Thursday, July 21, 2011

Farewell, Harry.

     So far, it's been a summer of sequels, and now, finally, we have the sequel.  The grand finale to a project spanning over thirteen years, seven books, eight movies (Despite my wishing they had made one long movie for Harry Potter and the Deathly Hallows instead of two short ones.  I mean, look at long and successful movies like Lord of the Rings and Avatar.), and a theme park.
     Harry Potter and the Deathly Hallows Part II begins right where Part 1 left off, with Harry, Ron, and Hermione finding and destroying Horcruxes (little bits of dark wizard Voldemort's soul).  You can tell that this movie is a continuation; there really isn't much of a beginning at all.  The rest of the film unfolds at a breakneck pace perfect for the film's action plot.  Harry, Ron, and Hermione break into Gringotts Wizard Bank (one of the movie's best scenes, involving Hermione's comical attempt at being Bellatrix Lestrange, scary multiplying fake treasure, and a breathtaking escape on a dragon), destroy the Horcruxes, and kill Voldemort -- boom, boom, boom.  This action is intensified by the soundtrack, a thrilling combination of old and new.  There are no pauses for breath, save a few for romance -- between Ron and Hermione, Harry and Ginny, Neville and Luna.
     This latest sequel also really showed off the talent of supporting actors we haven't seen since Half Blood Prince.  Brave Neville Longbottom (Matthew Lewis) defends Hogwarts fiercely during the final battle; Seamus Finnigan (Devon Murray) returns as the funny character we saw and loved in the first film.  In addition, the Harry Potter world in Deathly Hallows Part II has lived up to the high expectations set by the previous installments.  The Gringotts set was especially captivating -- the treasure, the architecture, the roller-coaster ride that led to the vaults.
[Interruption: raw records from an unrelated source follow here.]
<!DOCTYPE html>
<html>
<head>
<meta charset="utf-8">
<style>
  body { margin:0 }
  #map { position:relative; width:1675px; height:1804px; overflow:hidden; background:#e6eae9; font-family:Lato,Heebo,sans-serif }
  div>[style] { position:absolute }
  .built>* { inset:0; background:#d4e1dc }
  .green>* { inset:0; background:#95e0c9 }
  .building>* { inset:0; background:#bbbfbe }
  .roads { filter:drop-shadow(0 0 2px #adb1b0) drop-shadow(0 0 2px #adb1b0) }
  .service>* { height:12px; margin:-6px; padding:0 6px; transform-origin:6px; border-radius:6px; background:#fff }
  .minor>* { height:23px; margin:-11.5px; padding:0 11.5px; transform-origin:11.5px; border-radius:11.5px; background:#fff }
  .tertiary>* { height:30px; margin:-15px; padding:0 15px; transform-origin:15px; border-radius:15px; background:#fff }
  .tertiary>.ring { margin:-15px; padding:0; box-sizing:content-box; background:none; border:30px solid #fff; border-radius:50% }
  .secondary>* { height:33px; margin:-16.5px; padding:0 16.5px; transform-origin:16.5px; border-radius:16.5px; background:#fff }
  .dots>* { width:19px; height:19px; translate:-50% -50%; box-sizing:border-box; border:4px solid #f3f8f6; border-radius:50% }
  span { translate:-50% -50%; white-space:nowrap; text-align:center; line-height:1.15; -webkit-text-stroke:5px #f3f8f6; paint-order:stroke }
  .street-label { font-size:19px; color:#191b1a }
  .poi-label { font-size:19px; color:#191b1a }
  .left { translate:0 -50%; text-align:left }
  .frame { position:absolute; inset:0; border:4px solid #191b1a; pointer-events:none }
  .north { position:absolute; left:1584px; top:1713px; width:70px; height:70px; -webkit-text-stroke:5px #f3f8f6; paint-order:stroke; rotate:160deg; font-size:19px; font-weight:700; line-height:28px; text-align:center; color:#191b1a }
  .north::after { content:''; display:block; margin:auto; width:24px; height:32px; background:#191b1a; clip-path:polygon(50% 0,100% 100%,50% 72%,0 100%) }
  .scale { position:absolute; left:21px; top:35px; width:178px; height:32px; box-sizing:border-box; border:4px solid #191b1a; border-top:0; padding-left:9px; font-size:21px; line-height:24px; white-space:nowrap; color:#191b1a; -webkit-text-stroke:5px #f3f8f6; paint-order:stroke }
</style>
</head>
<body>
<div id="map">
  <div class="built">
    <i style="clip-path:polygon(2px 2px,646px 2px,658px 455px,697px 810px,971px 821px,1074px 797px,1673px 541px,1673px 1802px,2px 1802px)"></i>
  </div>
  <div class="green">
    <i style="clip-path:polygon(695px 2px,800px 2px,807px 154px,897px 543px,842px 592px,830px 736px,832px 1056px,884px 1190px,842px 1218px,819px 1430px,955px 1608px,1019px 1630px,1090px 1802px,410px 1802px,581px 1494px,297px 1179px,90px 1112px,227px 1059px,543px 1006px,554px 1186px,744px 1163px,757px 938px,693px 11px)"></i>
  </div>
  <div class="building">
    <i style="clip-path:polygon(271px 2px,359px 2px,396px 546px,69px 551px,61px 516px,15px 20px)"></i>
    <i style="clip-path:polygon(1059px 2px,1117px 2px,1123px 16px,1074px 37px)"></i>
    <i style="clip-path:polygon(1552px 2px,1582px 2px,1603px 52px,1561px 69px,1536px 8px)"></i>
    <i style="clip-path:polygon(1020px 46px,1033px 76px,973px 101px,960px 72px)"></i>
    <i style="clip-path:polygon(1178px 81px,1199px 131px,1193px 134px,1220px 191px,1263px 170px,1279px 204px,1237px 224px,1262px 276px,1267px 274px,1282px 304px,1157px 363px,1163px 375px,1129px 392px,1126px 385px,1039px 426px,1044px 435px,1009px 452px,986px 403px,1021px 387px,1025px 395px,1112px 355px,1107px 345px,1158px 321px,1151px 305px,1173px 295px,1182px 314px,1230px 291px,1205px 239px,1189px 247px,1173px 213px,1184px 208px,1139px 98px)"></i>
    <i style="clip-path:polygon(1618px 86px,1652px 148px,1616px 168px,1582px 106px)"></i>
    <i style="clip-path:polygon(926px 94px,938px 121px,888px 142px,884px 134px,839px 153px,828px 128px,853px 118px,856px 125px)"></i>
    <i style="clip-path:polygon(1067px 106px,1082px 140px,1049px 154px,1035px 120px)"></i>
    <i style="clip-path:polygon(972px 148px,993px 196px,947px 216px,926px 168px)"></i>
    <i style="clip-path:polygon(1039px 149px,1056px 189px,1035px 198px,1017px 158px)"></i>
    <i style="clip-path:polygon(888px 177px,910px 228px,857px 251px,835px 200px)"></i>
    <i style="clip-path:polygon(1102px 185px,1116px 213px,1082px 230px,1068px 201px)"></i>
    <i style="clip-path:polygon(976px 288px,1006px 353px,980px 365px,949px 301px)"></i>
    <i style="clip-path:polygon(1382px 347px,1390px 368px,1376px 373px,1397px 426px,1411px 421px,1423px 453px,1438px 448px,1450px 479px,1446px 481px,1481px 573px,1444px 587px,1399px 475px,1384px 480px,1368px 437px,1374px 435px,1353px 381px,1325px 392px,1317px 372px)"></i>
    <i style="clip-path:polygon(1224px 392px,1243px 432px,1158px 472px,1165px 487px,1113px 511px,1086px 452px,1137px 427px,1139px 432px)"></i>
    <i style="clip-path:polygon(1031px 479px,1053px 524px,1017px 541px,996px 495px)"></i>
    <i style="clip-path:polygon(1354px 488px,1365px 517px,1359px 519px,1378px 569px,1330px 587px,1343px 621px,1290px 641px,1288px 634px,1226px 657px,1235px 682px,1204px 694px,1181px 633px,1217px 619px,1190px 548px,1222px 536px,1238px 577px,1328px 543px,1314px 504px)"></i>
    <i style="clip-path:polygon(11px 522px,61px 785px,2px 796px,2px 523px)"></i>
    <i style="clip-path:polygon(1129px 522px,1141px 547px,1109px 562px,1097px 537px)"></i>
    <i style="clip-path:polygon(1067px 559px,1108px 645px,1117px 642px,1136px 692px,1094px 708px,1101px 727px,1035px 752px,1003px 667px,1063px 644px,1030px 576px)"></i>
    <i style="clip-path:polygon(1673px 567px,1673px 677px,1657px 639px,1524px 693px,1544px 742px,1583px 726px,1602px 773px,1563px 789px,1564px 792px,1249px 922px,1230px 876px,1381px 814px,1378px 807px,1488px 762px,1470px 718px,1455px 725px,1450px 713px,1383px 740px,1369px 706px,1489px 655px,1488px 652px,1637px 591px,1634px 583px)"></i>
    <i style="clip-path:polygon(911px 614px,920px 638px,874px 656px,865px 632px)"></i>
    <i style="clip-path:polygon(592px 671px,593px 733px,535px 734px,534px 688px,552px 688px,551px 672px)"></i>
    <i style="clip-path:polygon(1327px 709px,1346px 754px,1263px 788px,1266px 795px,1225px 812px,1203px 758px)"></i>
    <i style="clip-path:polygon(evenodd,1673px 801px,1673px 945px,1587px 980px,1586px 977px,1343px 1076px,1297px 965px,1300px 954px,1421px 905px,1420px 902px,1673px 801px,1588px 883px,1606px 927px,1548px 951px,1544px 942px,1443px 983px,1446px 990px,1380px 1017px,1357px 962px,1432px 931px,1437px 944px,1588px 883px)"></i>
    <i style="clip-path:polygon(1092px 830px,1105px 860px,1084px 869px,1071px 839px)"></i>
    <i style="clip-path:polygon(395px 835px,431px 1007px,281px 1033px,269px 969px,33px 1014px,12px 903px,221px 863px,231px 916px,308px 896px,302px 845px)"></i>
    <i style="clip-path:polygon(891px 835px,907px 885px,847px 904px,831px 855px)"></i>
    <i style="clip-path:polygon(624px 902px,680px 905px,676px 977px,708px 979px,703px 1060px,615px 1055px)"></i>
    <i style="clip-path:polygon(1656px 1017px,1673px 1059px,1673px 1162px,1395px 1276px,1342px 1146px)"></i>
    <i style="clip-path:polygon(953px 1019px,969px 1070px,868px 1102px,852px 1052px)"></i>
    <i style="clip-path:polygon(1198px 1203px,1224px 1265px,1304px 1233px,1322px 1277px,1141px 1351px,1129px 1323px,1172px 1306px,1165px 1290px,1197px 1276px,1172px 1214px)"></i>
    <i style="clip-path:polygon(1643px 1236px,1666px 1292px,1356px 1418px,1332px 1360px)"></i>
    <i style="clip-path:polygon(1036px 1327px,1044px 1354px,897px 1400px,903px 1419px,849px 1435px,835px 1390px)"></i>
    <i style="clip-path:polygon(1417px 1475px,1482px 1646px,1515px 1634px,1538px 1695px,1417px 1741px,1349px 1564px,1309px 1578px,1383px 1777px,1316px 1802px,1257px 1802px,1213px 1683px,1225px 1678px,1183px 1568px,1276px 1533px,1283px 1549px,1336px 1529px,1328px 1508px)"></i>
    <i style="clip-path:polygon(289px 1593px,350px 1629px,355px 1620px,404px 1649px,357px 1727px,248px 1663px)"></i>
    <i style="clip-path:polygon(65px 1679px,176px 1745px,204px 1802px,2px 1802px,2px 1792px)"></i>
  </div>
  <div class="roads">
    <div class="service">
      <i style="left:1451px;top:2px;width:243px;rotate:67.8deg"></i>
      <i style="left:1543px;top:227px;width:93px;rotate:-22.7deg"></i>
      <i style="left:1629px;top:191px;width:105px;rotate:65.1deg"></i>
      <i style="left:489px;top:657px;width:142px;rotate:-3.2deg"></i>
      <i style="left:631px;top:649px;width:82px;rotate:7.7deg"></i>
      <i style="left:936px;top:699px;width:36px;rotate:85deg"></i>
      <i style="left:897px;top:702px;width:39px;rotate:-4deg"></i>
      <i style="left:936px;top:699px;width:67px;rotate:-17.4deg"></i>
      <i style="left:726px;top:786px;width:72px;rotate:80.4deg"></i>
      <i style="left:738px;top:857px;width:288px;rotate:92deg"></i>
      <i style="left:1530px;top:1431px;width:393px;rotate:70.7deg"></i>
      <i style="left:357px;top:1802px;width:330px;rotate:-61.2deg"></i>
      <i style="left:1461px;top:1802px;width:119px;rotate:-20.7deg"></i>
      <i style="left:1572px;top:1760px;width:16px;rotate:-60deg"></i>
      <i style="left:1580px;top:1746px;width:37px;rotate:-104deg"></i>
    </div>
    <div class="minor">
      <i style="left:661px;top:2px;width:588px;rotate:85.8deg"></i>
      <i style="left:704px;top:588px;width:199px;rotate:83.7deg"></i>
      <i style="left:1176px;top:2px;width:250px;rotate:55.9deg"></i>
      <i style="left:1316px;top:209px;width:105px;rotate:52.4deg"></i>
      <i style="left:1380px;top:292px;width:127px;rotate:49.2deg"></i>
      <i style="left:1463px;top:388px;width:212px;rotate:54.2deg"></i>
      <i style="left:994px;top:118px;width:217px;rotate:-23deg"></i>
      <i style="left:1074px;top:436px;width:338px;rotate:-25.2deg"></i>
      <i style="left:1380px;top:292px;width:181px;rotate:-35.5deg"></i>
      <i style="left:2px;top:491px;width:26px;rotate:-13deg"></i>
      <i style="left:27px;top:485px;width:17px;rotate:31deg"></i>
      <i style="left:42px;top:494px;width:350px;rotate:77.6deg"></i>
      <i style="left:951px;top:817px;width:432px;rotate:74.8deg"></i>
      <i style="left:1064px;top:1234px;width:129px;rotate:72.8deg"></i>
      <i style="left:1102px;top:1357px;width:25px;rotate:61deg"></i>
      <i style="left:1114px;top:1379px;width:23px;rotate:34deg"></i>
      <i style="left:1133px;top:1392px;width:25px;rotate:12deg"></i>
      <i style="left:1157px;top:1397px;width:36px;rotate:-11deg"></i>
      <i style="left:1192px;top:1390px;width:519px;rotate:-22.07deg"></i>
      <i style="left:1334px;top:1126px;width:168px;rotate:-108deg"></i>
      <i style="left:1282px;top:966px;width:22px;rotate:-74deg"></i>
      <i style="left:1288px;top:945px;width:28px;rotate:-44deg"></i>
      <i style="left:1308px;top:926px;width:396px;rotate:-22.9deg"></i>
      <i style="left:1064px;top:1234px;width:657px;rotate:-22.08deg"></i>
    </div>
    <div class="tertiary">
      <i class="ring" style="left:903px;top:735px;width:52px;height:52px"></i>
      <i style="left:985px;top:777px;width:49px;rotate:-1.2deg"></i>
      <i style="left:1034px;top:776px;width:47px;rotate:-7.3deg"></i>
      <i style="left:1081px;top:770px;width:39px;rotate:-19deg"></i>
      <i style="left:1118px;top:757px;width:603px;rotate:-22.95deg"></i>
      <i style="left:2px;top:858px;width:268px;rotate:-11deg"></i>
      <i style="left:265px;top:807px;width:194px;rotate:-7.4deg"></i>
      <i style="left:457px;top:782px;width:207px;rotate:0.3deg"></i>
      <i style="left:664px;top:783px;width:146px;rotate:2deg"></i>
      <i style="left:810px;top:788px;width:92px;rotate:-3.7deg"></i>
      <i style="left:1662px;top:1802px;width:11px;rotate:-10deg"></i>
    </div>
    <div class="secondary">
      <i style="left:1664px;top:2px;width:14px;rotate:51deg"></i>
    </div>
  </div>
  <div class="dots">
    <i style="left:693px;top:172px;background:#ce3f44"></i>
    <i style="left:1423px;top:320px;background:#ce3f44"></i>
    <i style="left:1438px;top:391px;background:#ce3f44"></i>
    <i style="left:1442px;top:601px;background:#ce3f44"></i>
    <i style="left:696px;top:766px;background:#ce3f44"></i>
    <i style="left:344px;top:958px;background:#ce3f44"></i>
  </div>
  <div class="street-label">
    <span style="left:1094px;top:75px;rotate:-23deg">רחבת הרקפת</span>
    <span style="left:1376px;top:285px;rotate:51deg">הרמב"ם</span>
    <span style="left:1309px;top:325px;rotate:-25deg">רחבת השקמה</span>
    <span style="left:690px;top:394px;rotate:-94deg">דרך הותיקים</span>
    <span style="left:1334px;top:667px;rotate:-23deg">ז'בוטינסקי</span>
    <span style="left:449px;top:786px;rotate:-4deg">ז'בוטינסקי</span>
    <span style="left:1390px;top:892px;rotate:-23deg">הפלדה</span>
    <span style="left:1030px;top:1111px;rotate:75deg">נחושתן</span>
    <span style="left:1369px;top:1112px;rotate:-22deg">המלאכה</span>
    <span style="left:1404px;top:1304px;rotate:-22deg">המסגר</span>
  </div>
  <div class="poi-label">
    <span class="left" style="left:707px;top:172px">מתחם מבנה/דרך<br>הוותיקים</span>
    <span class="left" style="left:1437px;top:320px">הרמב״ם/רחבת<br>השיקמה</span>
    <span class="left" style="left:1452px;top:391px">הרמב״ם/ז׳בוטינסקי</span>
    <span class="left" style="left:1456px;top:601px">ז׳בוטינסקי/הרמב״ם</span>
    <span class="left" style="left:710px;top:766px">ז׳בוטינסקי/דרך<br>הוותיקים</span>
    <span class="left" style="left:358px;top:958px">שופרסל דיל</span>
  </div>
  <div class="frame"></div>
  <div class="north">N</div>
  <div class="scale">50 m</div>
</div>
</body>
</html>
     Harry Potter book-lovers may have noticed that some scenes in the movie unwisely diverged from their corresponding parts in the book.  Such as the final battle against Voldemort at Hogwarts.  In J.K. Rowling's novel, Harry had killed Voldemot in front of a crowd of onlookers, who promptly started celebrating.  There hadn't been any fight between the two of them, just the one blow.  In the movie, Voldemort had chased Harry into some remote area of the castle, where they exchanged continuous spells before Harry uttered the pointless line, "Let's finish this the way we started it.  Together." grabbed Voldemort, and jumped with him out of the school from several stories up.  Then they hit the ground and went on fighting.  Huh?  While this scene may have been suspenseful for some to watch, let's not forget that Harry is a teenager facing the most powerful wizard alive.  Harry would never have been able to hold his own in a long duel against Voldemort.  And what was that with the jumping?
     Another part is when Harry told his old teacher, "I never wanted you to die, Remus, especially after you had your son."  What son?  Quite regrettably, the movie, unlike the book, didn't include the scene where Remus finds out he has a son and asks Harry to be the godfather.   And, though the movie's title is Harry Potter and the Deathly Hallows, the story of the Hallows remains unfinished with the movie's end.  Harry never realized, as he did in the book, that he owned the Invisibility Cloak from the legend.  Nor did he use the Elder Wand to fix his own broken wand.  Instead, he tore it in half, leaving himself wand-less.  These issues leave you with the feeling that the movie wasn't very well thought out.
     Harry Potter and the Deathly Hallows Part II concludes with an epilogue, taking place 19 years later.  The characters hardly look like married adults, but Ron and Hermione already have two kids, and Harry and Ginny have three.  The four of them are seeing their kids off to Hogwarts at Platform 9 3/4.  Here, in Harry Potter's final minutes, where the whole story began, is where the sentimentality and nostalgia lost after the first two films makes a rare appearance.  A good one, too; very fitting for this last good-bye.